**Extracted information:**
___

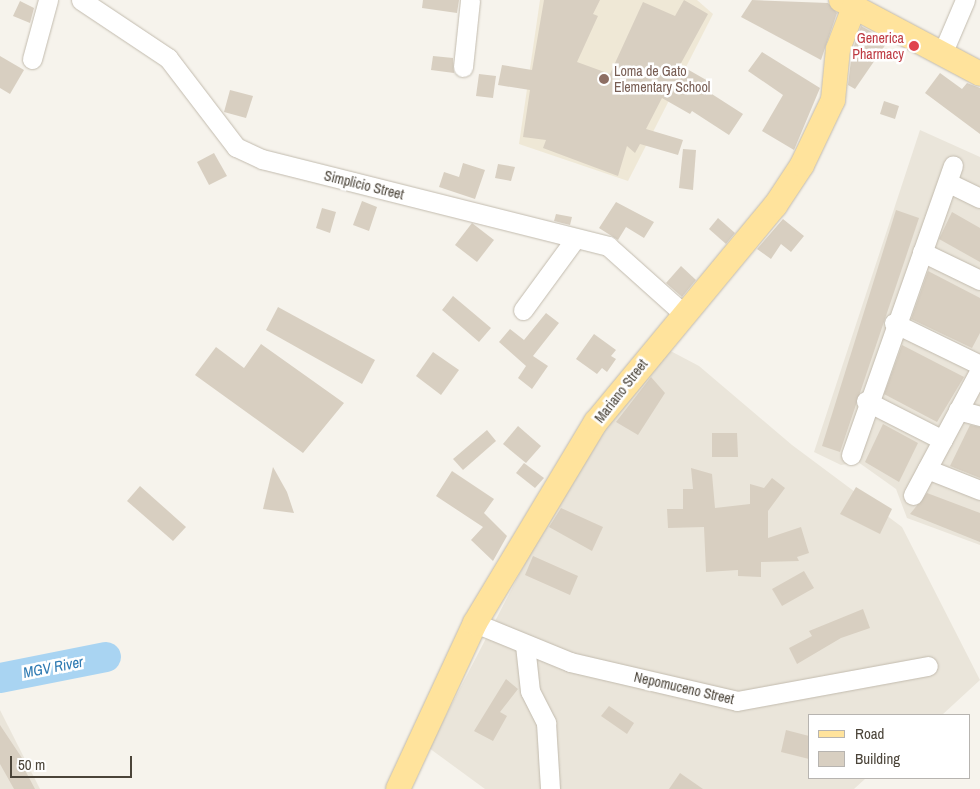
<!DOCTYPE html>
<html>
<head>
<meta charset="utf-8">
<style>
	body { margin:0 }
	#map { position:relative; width:980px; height:789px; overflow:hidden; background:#f6f3ec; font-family:"Archivo Narrow",sans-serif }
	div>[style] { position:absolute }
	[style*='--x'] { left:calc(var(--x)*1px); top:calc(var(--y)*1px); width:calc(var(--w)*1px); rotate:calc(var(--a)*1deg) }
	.residential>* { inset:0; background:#eae5da }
	.education>* { inset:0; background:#efe8d6 }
	.river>* { height:30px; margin:-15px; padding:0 15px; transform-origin:15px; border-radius:15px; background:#a9d4f2 }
	.building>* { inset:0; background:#d8cfc1 }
	.roads { filter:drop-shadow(0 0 1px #c2bbae) drop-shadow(0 0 1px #c2bbae) }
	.minor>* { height:19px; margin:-9.5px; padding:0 9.5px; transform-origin:9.5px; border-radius:9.5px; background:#fff }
	.major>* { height:24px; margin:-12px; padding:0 12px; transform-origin:12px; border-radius:12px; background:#ffe39c }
	.dots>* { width:14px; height:14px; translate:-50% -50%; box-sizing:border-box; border:2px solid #fff; border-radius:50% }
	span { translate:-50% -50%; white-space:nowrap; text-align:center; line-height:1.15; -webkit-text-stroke:5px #fff; paint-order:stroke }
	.health-label { font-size:14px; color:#be3a42 }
	.right { translate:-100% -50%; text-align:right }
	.education-label { font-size:14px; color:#785e54 }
	.left { translate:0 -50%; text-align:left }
	.street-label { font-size:14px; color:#4b4439 }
	.water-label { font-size:15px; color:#2e7ab2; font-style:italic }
	.legend { position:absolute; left:808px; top:714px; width:162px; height:65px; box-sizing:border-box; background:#fff; border:1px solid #b7b4b0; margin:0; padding:6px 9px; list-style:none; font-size:15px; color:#4b4439 }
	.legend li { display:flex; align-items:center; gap:10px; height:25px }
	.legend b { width:25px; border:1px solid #b7b4b0 }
	.scale { position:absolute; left:10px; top:756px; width:122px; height:22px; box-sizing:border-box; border:2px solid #4b4439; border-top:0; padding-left:6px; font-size:15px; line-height:18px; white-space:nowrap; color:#4b4439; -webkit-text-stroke:4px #fff; paint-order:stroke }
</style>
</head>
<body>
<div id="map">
	<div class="residential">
		<i style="clip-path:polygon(920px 130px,980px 157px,980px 545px,907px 518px,896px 489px,858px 462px,841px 465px,814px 452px)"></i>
		<i style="clip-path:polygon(663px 347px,699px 366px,792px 445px,902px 527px,980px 680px,942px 715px,809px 715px,809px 778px,866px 778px,854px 789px,485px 789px,429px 748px,585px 448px)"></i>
		<i style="clip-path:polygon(0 710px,40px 789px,0 789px)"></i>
	</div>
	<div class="education">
		<i style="clip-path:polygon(540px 0,697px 0,713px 14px,628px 181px,519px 144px)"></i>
	</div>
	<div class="river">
		<i style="--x:0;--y:678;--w:108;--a:-11.2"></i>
	</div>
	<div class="building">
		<i style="clip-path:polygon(423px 0,459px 0,457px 13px,422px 8px)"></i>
		<i style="clip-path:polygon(544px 0,600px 0,593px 14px,598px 16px,577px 62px,610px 74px,643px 2px,675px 16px,684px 0,708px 14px,680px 65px,708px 81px,704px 89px,743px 114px,729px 135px,692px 111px,690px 114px,662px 98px,646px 129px,683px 140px,678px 155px,640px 144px,635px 153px,627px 146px,618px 176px,543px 148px,546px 140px,523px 137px,530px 90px,498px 85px,502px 65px,532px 70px)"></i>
		<i style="clip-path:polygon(752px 0,828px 3px,837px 13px,821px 60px,741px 17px)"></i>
		<i style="clip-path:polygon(20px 1px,34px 8px,30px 23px,13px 16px)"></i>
		<i style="clip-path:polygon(861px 26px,888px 41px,855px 89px,848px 85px,852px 52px)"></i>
		<i style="clip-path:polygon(762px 52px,820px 88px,794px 150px,762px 131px,783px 95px,748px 71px)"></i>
		<i style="clip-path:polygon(0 56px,24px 70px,10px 94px,0 88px)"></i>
		<i style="clip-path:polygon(433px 56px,453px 58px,454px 73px,431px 70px)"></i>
		<i style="clip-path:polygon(940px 73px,962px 89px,967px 83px,980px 88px,980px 134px,925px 93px)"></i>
		<i style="clip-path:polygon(479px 74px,496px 76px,493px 98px,476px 96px)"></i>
		<i style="clip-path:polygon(230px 90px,253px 96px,246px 118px,224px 112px)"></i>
		<i style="clip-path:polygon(884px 101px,899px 106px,895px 119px,880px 114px)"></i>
		<i style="clip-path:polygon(683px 149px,696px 150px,693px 190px,679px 188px)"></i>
		<i style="clip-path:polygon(214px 153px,227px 176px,209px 185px,197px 162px)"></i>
		<i style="clip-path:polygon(463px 163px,485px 170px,475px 199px,439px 187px,444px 172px,459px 177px)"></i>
		<i style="clip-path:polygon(498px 164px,515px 167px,511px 181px,495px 178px)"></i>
		<i style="clip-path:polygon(362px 201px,377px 207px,369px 231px,353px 225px)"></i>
		<i style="clip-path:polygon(616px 202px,654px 222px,644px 238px,626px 227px,618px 240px,599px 228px)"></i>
		<i style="clip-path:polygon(322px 208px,336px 212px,330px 233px,316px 228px)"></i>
		<i style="clip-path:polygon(896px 210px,919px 218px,840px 452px,822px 446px)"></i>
		<i style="clip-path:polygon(952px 212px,980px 228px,980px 262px,939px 239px)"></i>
		<i style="clip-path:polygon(556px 214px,572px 217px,570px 225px,554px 221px)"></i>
		<i style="clip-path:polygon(718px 218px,735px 233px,726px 244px,709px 229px)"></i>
		<i style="clip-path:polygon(783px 219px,804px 236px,791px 252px,781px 244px,771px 259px,757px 249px)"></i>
		<i style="clip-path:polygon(472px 223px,494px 240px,477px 262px,455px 245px)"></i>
		<i style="clip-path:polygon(681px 266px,696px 280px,682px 297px,666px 283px)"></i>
		<i style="clip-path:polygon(928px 271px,980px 298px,980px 333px,972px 348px,911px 319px)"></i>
		<i style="clip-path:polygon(453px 296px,491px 328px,479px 342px,442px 310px)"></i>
		<i style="clip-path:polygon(278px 307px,375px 360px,362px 384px,266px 330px)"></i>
		<i style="clip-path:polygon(546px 313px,559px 323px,533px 356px,548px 366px,532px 389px,518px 378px,526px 366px,499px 342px,510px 329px,524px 340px)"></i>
		<i style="clip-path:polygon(594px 334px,616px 350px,611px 356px,616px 359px,607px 372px,602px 368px,597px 374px,576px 359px)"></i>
		<i style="clip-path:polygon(261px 344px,344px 403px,303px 453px,195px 375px,216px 347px,244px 368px)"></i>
		<i style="clip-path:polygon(902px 345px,964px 377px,937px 422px,884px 394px)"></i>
		<i style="clip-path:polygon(433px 352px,459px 370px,441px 395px,416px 376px)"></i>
		<i style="clip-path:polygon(651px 377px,665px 393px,638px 435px,616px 422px)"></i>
		<i style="clip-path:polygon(883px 424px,918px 443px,899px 482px,865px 462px)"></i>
		<i style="clip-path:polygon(970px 425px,980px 427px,980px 478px,950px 466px)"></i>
		<i style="clip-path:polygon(518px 426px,541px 446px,526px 463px,503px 444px)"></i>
		<i style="clip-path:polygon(487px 430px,496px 441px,463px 470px,453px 459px)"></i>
		<i style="clip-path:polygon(712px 433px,737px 433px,738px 457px,712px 457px)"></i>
		<i style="clip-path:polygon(524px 463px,544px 478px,535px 488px,516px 473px)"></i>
		<i style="clip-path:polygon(273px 467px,287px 492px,294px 513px,263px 509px)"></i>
		<i style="clip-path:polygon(691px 468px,712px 474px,715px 508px,750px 504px,750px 484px,764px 488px,772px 478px,785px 488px,768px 511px,768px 538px,801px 527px,809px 553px,797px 557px,799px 561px,761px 562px,761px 577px,738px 576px,738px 570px,706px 572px,704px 527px,668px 528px,667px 509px,683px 509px,683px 489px,693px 489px)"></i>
		<i style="clip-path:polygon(452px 471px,494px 499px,484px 513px,507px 536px,493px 561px,471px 540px,483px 527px,436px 496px)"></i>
		<i style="clip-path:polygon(140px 486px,186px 527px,173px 541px,127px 501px)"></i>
		<i style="clip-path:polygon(856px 487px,892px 509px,880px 534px,840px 514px)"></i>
		<i style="clip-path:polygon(927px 493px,980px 513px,980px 542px,910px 514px)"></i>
		<i style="clip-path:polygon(561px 508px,603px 527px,592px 551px,549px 527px)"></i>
		<i style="clip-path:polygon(533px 556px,578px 576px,570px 595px,525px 575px)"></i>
		<i style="clip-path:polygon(804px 571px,814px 588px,782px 606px,772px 589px)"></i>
		<i style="clip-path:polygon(863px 609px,870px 628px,841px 638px,797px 664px,789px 648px,812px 636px,809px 631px)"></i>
		<i style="clip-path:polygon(506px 679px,518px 689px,500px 712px,507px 716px,493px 741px,474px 731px)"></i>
		<i style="clip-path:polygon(609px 706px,634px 723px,627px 734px,601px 716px)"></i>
		<i style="clip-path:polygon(0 725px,30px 770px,26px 772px,35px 789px,14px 789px,0 764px)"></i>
		<i style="clip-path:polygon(786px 730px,809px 736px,809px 759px,781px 752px)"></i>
		<i style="clip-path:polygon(680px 773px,703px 789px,669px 789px)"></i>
	</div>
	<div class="roads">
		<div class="minor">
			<i style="--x:81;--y:0;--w:105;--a:33.7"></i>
			<i style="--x:168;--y:58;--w:112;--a:52.6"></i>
			<i style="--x:236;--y:147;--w:29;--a:25"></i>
			<i style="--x:262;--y:159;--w:357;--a:14.1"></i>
			<i style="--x:608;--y:246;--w:101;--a:41.8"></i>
			<i style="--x:942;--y:54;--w:59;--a:-66.9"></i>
			<i style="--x:32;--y:59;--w:61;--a:-74.8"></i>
			<i style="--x:463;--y:67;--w:67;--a:-84"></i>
			<i style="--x:949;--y:183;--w:34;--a:26"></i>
			<i style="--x:922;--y:252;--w:64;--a:25.8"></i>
			<i style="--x:523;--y:310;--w:88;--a:-53.8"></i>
			<i style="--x:894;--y:323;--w:96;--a:26"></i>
			<i style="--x:866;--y:401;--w:86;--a:26.9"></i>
			<i style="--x:958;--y:410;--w:23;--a:15"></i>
			<i style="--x:851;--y:455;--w:307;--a:-70.6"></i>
			<i style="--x:927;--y:469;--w:57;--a:21.6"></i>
			<i style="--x:913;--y:495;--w:142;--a:-61.8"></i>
			<i style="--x:475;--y:623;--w:103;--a:22.3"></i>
			<i style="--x:570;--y:662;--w:171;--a:13.1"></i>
			<i style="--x:737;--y:701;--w:194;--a:-10.4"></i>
			<i style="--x:525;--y:645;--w:46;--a:83.8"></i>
			<i style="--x:530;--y:691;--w:36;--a:63"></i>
			<i style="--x:546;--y:723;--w:66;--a:86.5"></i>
		</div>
		<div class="major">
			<i style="--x:841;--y:0;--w:157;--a:28"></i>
			<i style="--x:398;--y:789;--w:183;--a:-65.1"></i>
			<i style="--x:475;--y:623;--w:235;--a:-59"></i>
			<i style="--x:596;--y:422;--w:281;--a:-50.4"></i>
			<i style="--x:775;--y:206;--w:49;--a:-56.6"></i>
			<i style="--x:802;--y:165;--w:72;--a:-64.5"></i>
			<i style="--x:833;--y:100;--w:51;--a:-84.4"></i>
			<i style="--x:838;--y:49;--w:45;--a:-69.1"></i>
		</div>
	</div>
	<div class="dots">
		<i style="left:914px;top:46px;background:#e0444e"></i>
		<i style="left:604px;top:79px;background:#8d6e63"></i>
	</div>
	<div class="health-label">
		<span class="right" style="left:904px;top:46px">Generica<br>Pharmacy</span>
	</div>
	<div class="education-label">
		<span class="left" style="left:614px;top:79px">Loma de Gato<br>Elementary School</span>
	</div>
	<div class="street-label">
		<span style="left:364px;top:185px;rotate:14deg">Simplicio Street</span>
		<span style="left:621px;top:391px;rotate:-52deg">Mariano Street</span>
		<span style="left:684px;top:688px;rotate:13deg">Nepomuceno Street</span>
	</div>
	<div class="water-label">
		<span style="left:53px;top:667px;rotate:-11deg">MGV River</span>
	</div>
	<ul class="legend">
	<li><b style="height:6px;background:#ffe39c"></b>Road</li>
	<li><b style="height:14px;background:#d8cfc1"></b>Building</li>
	</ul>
	<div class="scale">50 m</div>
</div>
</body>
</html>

___

**Exercise details:** Gather up the lines containing the word "center" from these records and copy them.

**Answer to this task:**
	span { translate:-50% -50%; white-space:nowrap; text-align:center; line-height:1.15; -webkit-text-stroke:5px #fff; paint-order:stroke }
	.legend li { display:flex; align-items:center; gap:10px; height:25px }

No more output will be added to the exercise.